Thanks, and that is really cool! No need for such a device down here, the coldest we got this 'winter' was in the low 40's...


----------



## bluedozer (Sep 8, 2013)

I see your from FL. We had a few nights with wind chill close to -40 f in MI this winter.


----------



## hashbrown (Mar 17, 2013)

It was 90 here last friday and spitting snow today. My thermal underwear is irritating my sunburn!


----------



## DickyT (Jan 29, 2014)

hashbrown said:


> It was 90 here last friday and spitting snow today. My thermal underwear is irritating my sunburn!


:rofl:

:cheers:


----------



## Katey (Aug 5, 2013)

Wow... Impressive!

Dicky, my dad has built a platform that has pressboard wood on the top, he poured a product that looks like fiberglass resin over it about a 1/4 the inch thick to seal it up. Not sure if that would work for your kitchen island. It's pretty tough stuff and it's clear.
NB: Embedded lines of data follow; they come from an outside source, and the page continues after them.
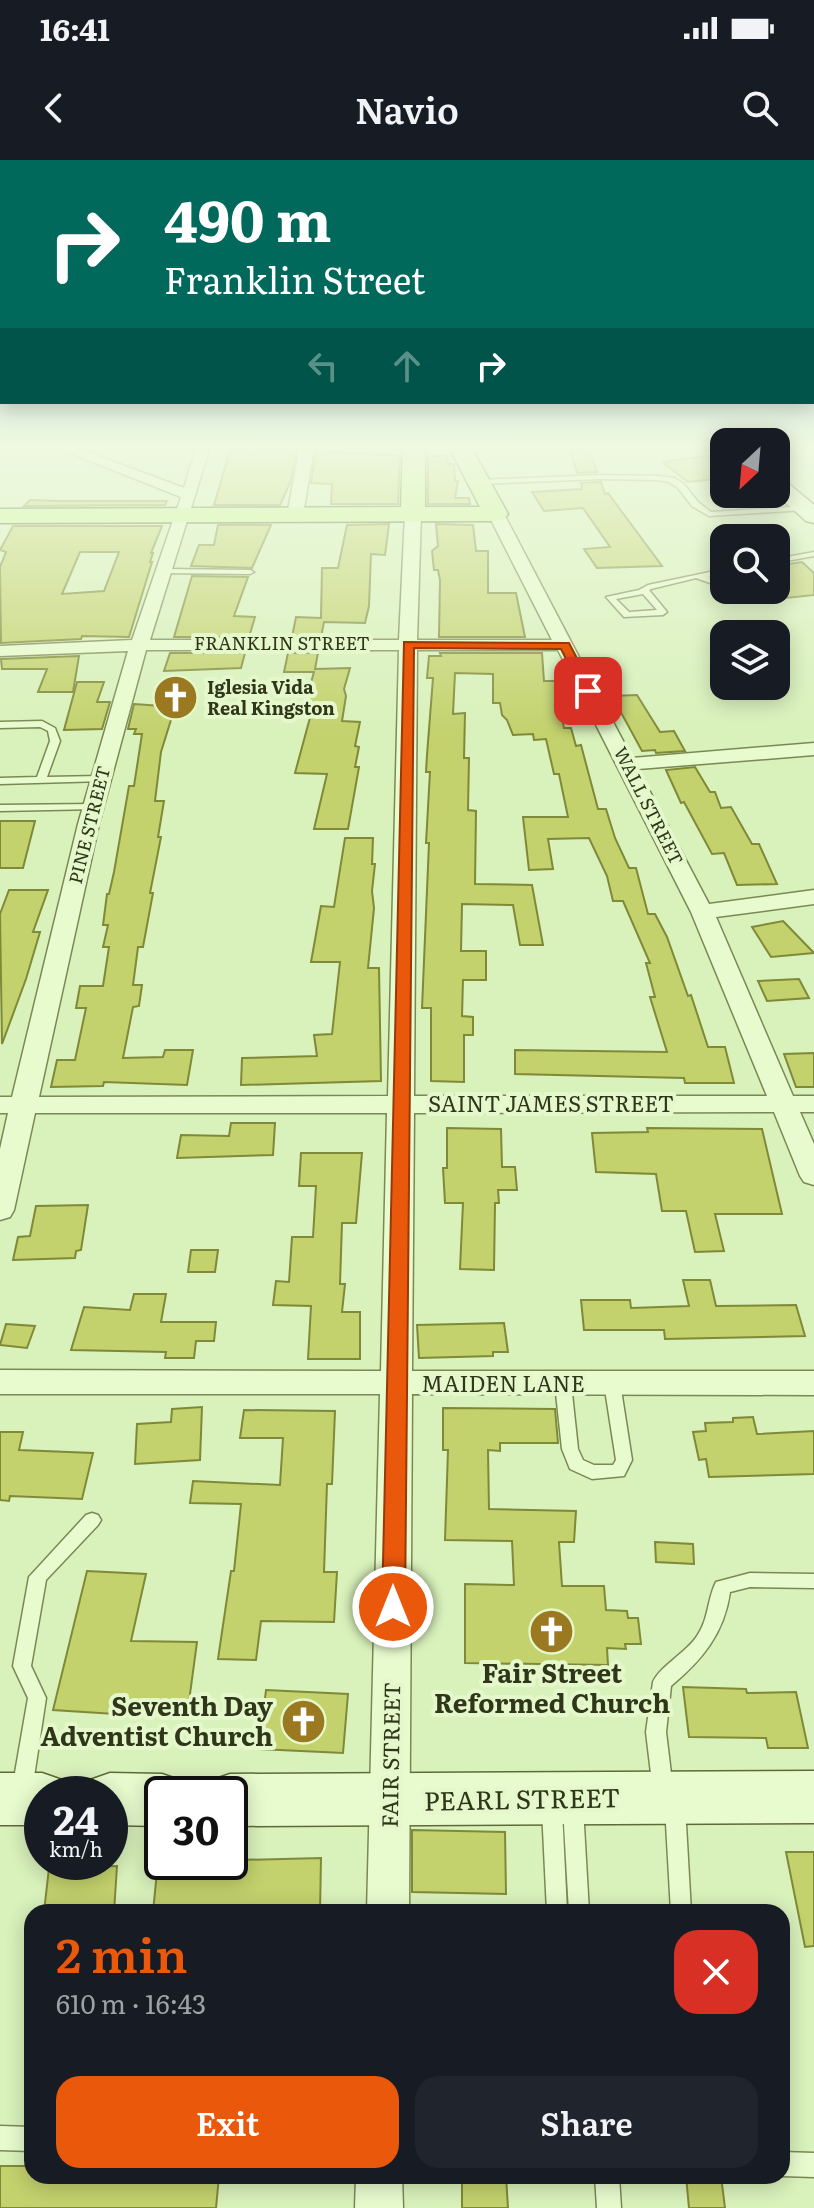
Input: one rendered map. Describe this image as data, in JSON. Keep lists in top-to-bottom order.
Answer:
{
  "streets": {
    "main road": ["PEARL STREET"],
    "street": [
      "FRANKLIN STREET",
      "WALL STREET",
      "PINE STREET",
      "SAINT JAMES STREET",
      "MAIDEN LANE",
      "FAIR STREET"
    ]
  },
  "crossings": [
    ["FRANKLIN STREET", "WALL STREET"],
    ["FRANKLIN STREET", "PINE STREET"],
    ["FRANKLIN STREET", "FAIR STREET"],
    ["WALL STREET", "SAINT JAMES STREET"],
    ["PINE STREET", "SAINT JAMES STREET"],
    ["SAINT JAMES STREET", "FAIR STREET"],
    ["MAIDEN LANE", "FAIR STREET"],
    ["FAIR STREET", "PEARL STREET"]
  ],
  "places": {
    "church": ["Iglesia Vida Real Kingston", "Fair Street Reformed Church", "Seventh Day Adventist Church"]
  },
  "north": "bottom left",
  "page": {
    "status": "16:41",
    "header": "Navio",
    "turn": ["490 m", "Franklin Street"],
    "speed": "24 km/h",
    "limit": "30",
    "heading": ["2 min", "610 m · 16:43"],
    "buttons": ["Exit", "Share"]
  }
}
we are what we do repeatedly. excellence is then not an act, but a habit. - Aristotle


----------



## DickyT (Jan 29, 2014)

My island is polyeurethane coated, so sealed and food safe!
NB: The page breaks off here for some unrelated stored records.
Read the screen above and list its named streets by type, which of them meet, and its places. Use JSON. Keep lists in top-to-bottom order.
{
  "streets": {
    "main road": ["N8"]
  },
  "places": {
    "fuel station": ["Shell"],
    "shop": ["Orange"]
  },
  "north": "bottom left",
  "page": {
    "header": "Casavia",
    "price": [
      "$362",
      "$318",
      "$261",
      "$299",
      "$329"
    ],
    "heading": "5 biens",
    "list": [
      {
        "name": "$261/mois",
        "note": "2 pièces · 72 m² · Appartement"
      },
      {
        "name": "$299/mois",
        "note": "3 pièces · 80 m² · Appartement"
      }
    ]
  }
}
I built an organizer for my wife's side of the closet today. The off colored wood is scavenged,
But the same 1x12 white pine that I made the rest out of, just stained.

When money allows I will do my side and the back wall. Project cost $85 in lumber. If I had not been so lazy I could have only spent $60 on lumber and edge joined and planed it square myself. The extra $25 would have been at least 2 hours extra work in tool setup and work, and yielded more scrap from the sniping on the ends of the planed boards, so would have been about $70 do to another plank needed.


----------



## ::::COACH:::: (Apr 4, 2012)

Nice stuff DickyT!!!i have a bunch of wood....I need you to build me stuff!!! Lol! The only thing I built has been a spring pole...lol!


----------



## DickyT (Jan 29, 2014)

::::COACH:::: said:


> Nice stuff DickyT!!!i have a bunch of wood....I need you to build me stuff!!! Lol! The only thing I built has been a spring pole...lol!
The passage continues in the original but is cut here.